Previously, state officials primarily used enrollment numbers to decide how much an institution should receive. Now, 50 percent of state funds will be determined by graduation rates.
At YSU, the six-year graduation rate for students entering as freshmen in 2005 — the most recent year data was available — is 35.2 percent, the fourth lowest in the state system.
OSU boasts the state’s highest rate — an 82 percent graduation rate for its 2006 entering class, meaning students who completed their degrees by fall 2012. Using this data, the Ohio Board of Regents projects that YSU will receive an additional 1.1 percent in State Share of Instruction, or SSI, funding in fiscal year 2014, a $408,743 increase.
“Any positive amount is a good thing, even if it’s a small one,” Schulick said. “It’s not a large amount at all, but, at the same time, it’s not a cut either. Anything that’s not a cut, I see as having a positive impact on YSU.”
Cleveland State University, which has a 30 percent six-year graduation rate, will receive a 5.1 percent increase in SSI — a $3,343,568 boost.
Five of the 13 state universities in Ohio will experience cuts from the state. The University of Akron and the University of Toledo will witness nominal reductions in funding, 0.1 and 0.7 percent, respectively.
Deeper cuts will be made at Shawnee State University, 2.4 percent, and Central State University, 2.1 percent.

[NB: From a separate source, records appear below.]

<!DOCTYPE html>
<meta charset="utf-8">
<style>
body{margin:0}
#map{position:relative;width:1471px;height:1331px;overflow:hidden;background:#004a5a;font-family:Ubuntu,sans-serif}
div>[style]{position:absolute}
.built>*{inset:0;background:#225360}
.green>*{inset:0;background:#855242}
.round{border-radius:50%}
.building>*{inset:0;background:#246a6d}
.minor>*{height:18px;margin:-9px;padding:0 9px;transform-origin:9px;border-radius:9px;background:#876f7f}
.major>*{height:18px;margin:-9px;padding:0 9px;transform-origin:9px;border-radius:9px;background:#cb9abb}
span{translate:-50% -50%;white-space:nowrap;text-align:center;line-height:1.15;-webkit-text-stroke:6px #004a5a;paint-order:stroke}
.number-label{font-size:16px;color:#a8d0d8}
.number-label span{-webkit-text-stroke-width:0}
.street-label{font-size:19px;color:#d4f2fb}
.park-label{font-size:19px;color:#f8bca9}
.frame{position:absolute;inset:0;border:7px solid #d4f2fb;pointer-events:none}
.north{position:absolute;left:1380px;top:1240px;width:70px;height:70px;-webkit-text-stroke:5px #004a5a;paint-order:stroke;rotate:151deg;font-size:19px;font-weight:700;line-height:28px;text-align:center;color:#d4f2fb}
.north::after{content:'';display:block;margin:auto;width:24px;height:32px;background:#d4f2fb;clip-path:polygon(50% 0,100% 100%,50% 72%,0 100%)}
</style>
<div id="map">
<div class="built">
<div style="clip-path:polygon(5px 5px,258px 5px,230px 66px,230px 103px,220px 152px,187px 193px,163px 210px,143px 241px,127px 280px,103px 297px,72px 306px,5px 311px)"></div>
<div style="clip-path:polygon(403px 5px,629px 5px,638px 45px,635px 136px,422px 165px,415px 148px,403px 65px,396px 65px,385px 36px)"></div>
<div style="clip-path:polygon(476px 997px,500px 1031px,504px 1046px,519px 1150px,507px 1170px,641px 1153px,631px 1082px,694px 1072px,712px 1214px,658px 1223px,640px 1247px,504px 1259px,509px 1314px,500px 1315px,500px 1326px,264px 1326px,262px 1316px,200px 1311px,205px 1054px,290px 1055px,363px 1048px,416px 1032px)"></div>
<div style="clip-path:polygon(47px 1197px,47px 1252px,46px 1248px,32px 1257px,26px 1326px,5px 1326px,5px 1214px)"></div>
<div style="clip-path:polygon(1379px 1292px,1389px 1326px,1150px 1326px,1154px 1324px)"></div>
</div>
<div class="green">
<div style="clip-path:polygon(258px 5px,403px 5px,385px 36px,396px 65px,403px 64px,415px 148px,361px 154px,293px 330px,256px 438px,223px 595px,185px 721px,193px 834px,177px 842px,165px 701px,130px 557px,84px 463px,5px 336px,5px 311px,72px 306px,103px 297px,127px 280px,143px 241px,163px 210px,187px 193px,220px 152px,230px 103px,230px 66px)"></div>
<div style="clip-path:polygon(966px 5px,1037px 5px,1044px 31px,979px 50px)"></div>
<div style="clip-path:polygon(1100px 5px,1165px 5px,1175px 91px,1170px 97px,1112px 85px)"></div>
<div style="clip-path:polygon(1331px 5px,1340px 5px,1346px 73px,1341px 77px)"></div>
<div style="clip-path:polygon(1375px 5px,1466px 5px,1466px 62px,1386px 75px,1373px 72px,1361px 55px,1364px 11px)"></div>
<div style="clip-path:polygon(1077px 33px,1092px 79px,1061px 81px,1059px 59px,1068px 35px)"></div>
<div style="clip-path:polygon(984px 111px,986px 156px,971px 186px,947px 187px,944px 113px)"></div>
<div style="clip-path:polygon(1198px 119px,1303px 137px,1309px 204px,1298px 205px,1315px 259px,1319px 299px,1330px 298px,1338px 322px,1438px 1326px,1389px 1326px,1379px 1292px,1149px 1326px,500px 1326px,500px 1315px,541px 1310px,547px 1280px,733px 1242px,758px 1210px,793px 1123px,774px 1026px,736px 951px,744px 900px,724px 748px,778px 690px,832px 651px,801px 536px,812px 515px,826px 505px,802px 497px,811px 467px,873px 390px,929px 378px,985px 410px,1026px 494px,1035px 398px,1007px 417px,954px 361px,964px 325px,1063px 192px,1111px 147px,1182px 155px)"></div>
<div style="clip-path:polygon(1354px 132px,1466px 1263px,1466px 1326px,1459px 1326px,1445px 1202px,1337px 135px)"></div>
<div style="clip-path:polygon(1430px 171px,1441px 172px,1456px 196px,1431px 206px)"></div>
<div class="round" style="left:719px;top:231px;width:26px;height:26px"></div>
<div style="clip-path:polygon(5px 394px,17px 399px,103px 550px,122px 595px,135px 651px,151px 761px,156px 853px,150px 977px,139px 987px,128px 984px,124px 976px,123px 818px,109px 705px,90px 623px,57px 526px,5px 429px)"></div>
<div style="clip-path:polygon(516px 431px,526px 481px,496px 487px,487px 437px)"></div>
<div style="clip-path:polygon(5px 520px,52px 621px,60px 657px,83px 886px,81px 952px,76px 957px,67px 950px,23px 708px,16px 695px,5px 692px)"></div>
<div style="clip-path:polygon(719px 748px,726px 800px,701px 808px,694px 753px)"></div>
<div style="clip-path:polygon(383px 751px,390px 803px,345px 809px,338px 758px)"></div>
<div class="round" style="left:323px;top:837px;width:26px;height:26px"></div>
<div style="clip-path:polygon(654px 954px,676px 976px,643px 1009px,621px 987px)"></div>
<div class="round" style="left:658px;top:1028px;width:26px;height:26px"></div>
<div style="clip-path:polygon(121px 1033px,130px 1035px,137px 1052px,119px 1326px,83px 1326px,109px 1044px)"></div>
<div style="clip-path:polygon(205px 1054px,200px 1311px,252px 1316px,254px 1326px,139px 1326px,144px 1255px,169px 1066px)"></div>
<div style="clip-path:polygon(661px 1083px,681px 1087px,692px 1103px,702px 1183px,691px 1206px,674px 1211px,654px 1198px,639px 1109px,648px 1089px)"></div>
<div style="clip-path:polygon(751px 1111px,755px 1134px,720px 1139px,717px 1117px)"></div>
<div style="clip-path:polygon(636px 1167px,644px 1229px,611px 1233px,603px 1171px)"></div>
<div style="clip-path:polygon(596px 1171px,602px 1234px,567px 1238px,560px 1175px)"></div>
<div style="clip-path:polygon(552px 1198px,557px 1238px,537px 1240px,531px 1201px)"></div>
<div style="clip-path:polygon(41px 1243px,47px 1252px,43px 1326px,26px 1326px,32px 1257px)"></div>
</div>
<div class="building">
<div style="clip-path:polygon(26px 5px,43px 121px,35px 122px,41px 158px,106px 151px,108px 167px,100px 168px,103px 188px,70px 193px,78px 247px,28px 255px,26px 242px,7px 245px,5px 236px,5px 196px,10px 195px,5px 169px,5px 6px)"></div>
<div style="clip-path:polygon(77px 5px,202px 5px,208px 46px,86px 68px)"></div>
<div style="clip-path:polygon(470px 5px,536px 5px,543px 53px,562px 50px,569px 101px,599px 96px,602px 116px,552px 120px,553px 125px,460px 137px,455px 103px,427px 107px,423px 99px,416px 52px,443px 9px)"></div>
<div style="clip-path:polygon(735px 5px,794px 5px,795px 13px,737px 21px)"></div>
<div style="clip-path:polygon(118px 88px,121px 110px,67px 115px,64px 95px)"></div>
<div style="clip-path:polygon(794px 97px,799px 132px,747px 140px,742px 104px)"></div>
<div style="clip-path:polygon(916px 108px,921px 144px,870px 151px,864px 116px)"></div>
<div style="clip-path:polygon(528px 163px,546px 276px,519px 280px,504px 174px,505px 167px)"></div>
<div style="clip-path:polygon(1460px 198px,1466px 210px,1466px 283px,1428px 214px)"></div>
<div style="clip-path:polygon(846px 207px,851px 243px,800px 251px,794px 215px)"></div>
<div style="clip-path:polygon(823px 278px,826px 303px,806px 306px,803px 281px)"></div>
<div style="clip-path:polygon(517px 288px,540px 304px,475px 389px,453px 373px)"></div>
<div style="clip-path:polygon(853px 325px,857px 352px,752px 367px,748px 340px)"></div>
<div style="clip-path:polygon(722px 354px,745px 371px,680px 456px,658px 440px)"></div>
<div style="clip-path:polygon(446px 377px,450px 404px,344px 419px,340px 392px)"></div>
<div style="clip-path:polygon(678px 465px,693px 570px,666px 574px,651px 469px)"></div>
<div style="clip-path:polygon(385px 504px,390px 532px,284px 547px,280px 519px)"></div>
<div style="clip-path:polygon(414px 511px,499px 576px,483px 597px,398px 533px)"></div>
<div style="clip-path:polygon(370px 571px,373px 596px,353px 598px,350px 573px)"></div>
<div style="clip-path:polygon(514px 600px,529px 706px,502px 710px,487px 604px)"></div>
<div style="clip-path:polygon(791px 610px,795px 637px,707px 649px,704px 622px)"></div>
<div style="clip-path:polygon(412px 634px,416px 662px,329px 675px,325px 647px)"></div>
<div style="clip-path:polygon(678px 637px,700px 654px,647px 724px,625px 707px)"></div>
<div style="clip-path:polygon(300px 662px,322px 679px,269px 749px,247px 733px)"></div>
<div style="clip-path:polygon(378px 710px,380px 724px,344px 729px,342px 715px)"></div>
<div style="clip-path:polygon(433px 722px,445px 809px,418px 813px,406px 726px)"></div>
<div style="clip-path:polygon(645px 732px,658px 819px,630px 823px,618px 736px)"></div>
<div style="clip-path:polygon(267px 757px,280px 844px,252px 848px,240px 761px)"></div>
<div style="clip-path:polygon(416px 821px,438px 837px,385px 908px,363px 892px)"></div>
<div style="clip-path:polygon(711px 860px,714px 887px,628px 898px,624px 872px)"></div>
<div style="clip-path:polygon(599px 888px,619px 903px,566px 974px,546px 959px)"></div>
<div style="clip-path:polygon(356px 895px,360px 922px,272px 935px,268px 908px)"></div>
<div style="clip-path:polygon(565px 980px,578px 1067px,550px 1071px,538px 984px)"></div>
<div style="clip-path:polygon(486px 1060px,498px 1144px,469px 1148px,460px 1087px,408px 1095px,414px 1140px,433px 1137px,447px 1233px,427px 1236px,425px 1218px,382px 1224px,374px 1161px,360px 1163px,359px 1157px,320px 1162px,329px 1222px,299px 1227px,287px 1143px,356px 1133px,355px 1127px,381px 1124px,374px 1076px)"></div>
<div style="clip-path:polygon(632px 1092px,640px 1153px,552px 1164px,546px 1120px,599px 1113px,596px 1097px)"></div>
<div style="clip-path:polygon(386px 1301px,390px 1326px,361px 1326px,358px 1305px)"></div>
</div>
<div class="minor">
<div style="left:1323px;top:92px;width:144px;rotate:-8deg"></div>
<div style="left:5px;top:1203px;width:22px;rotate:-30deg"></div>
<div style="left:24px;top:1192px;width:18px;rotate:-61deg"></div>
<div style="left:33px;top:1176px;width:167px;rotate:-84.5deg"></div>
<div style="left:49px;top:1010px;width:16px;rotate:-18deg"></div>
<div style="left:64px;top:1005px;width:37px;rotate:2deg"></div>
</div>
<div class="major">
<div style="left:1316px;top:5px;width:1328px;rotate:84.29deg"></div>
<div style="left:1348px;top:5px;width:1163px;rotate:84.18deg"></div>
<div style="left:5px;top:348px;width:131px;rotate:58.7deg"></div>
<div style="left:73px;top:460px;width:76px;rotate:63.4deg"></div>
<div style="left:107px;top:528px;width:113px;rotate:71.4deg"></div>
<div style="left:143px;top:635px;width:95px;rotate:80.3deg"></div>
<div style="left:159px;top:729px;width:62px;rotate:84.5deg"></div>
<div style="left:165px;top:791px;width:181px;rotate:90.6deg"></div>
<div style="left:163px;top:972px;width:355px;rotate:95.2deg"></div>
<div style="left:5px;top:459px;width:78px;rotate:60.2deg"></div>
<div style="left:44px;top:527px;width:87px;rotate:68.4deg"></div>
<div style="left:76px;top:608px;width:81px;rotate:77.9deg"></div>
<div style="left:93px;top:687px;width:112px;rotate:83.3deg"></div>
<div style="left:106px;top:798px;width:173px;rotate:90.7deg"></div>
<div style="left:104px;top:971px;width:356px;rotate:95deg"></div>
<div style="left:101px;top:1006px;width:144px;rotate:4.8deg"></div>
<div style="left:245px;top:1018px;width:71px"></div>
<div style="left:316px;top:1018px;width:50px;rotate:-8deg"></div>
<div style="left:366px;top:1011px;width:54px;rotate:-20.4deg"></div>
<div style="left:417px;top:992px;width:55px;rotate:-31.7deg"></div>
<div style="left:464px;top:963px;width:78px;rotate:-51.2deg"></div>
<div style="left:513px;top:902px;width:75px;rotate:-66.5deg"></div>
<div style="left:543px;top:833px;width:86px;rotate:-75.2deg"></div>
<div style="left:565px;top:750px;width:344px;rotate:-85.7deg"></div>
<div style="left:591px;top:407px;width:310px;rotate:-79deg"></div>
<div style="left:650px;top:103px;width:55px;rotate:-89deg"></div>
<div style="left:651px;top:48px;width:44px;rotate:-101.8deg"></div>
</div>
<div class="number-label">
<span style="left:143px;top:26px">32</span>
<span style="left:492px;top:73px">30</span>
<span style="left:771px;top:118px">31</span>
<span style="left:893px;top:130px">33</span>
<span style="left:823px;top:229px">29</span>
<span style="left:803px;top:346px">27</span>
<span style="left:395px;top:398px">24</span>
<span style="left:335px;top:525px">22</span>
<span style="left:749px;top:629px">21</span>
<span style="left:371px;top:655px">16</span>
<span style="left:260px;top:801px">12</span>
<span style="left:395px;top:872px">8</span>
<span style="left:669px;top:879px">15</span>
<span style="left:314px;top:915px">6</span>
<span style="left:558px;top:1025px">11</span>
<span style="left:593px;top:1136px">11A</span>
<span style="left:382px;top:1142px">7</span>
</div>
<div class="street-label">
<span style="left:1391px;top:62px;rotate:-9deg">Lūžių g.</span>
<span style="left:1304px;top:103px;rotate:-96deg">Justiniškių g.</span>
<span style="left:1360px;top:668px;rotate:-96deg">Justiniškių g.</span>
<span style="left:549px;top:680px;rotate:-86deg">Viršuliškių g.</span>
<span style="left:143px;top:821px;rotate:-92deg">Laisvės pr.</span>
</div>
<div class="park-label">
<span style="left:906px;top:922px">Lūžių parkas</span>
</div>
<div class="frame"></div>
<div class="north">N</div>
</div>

The largest reduction in funding will be for Bowling Green State University, which will encounter a 4.2 percent loss in funds, equating to $2,847,652.
Overall, universities and their branch campuses will see a $25,400,000 increase in SSI funding.
“You know, a lot of places in this country, they cut this higher education. We love higher education. It is one of the great assets for the state of Ohio,” Kasich said.
What the governor calls performance-based funding will be implemented for FY 2014, should it pass in the state Legislature. Given the Republican control of both the House and Senate, the proposal, which is included in the biennium budget bill, will likely pass.
“The university presidents signed off on this particular proposal, which signifies to me that this is something that could stay intact,” said state Sen. Joe Schiavoni.
Before deliberations on the legislation begin, Schiavoni plans to meet with YSU President Cynthia Anderson to discuss the intricacies of the proposal.
Within the state Legislature, Republicans hold 23 of the 33 seats in the Senate, and 61 of the 99 seats in the House.
Only FY 2014 projections are available, despite Ohio’s budgeting on a biennial process.
“Per the recommendation of the Commission, several fiscal year 2015 formulaic factors will be studied and finalized during fiscal year 2014,” a fact sheet released by OBOR states. Upon further review, alterations to the process will be implemented for FY 2015.
There is no clarification as to which variables will be subject to change.
“I don’t know that part, and I’m not sure anybody does,” Schiavoni said.
A vote on the budget bill is expected by June, and is expected to take effect on July 1.